I have a parasocial relationship with Maria Callas. Of course, obsessing over one of the defining voices of 20th-century opera is a predictably insufferable hobby for me to take up, but for once, this isn't mere cultural posturing; rather, I am drawn to something profound in her constitution. Callas understood that artistry demands sacrifice. Where an amateur might achieve honesty through a naïve unself-consciousness, Callas illuminates the deliberate violence of the grain. Her dogged attention to detail was never an end in itself, but always in service of a deeper authenticity. She didn't aspire to sing beautifully—she sought to touch something primal in us. Her voice became what the critic Rodolfo Celleti called ‘a voice of desolate harshness,’ what Harold Schonberg described as "disfiguring musical lines in the interests of drama,’ a monument to self-flagellation. Her body and life were mutilated for her art: the dramatic weight loss that ultimately compromised her vocal support; the uncompromising technical choices that decimated her vocal longevity; her personal life and romantic relationships, subordinated to her marriage with artistic integrity. Callas retired at the age of 41, succumbing to an instrument that had become too immense for her frame to sustain. But where critics construe this as a voice crumbling under its divine gift, I see instead an artist who made a series of deliberate choices, fully conscious of her fate. An artist who understood that in the search for truth, one must not be afraid of a little blood.
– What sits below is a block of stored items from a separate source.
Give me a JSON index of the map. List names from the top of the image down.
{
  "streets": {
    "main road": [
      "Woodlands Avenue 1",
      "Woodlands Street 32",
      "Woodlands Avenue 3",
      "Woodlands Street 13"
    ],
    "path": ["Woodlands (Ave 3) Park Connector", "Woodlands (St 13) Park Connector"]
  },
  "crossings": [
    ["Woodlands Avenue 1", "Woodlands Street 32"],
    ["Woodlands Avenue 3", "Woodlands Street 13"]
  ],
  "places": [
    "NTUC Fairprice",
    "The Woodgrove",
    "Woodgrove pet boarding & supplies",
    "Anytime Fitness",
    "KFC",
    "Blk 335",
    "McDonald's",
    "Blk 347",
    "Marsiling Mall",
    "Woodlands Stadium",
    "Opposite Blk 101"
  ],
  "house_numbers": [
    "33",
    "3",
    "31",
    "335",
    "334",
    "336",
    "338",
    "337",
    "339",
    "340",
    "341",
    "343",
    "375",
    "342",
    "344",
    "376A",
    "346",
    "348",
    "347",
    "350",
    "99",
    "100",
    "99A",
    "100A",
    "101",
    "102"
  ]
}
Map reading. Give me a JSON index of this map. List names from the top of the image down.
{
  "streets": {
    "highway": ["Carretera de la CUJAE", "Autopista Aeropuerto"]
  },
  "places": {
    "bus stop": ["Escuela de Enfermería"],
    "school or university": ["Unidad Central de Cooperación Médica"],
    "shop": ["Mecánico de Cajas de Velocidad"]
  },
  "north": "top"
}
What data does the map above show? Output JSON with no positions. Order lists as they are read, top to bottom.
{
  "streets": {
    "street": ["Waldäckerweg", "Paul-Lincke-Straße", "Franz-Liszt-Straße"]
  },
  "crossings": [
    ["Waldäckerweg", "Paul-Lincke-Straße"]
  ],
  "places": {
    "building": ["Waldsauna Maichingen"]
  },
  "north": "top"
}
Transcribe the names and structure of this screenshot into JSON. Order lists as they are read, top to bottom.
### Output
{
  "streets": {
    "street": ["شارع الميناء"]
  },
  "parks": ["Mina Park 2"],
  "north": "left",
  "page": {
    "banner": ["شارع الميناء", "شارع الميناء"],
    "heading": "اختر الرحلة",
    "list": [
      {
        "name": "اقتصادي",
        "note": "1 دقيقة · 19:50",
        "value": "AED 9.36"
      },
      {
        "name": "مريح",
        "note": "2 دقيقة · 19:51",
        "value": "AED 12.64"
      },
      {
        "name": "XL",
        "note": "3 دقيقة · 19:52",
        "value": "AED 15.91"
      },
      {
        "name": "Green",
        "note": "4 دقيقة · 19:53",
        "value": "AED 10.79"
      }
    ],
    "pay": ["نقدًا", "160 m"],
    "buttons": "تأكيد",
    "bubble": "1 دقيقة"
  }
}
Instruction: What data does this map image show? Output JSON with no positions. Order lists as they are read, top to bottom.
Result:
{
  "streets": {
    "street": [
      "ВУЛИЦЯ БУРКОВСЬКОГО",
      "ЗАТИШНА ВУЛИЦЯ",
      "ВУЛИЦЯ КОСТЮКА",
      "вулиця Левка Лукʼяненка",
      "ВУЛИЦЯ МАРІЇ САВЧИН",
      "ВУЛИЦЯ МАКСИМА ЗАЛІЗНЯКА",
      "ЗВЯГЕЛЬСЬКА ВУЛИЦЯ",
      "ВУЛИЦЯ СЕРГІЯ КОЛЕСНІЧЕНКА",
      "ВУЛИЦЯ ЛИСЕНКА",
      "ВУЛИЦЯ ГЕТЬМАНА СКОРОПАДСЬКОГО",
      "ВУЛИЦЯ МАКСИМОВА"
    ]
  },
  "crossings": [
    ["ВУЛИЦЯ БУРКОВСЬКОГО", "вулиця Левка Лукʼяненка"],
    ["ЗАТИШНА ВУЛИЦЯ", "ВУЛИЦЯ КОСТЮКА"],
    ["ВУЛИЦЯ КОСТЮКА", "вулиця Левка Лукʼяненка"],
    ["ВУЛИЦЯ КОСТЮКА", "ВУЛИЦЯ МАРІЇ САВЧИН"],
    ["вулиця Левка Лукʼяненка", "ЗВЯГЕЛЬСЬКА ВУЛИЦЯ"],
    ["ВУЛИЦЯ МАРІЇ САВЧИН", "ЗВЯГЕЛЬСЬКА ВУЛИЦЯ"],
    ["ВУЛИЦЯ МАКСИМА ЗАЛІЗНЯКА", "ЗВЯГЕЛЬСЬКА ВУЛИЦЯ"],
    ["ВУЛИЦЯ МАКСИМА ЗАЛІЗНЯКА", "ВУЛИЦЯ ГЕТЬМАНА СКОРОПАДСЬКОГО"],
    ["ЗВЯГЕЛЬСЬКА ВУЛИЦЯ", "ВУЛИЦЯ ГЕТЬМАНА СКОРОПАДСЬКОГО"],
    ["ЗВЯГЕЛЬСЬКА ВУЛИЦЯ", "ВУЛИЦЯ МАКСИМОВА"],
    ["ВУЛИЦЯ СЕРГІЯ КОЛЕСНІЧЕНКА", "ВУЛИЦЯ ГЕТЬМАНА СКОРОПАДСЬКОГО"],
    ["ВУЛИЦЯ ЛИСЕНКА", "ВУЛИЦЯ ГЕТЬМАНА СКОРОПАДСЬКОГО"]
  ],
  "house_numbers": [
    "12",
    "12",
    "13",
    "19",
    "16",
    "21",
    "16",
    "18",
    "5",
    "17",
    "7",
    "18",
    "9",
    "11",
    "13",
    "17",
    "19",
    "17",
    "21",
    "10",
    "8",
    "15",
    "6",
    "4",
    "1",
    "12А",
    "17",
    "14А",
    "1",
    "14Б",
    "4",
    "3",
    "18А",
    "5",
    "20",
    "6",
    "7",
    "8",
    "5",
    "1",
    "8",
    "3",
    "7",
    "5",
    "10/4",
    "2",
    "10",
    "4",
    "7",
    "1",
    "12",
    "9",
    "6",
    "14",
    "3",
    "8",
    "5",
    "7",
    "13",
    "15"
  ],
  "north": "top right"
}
This is Callas singing Vissi d’arte at Covent Garden in 1964. Callas plays the titular protagonist in Puccini’s Tosca, a celebrated singer confronted with an impossible choice: submit to the villainous Scarpia’s sexual advances, or watch her lover die. The aria—whose title ironically translates as "I lived for art"—is her prayer to God, questioning why a life devoted to art and love has led to such suffering. At about 2:40 in this recording, Callas sings the climactic ‘perche, perche, Signor’ before descending with an audible gasp, her voice cracking as she slides down the scale. It is unclean, imperfect, antithetical to the purity of a trained voice; it also sounds like a heaving sob. Here, the melodic prayer of Puccini’s composition transforms into a work of anguished, pleading desperation under Callas’ interpretation. What pours out from her body is an inarticulable, pre-conscious self, and what it provokes in me is reminiscent of the ‘shudder’ in Theodor Adorno’s Aesthetic Theory. I feel something visceral with each listening, something akin to hearing a mother's scream. I experience exactly what Adorno described: a momentary disintegration of self. I shudder.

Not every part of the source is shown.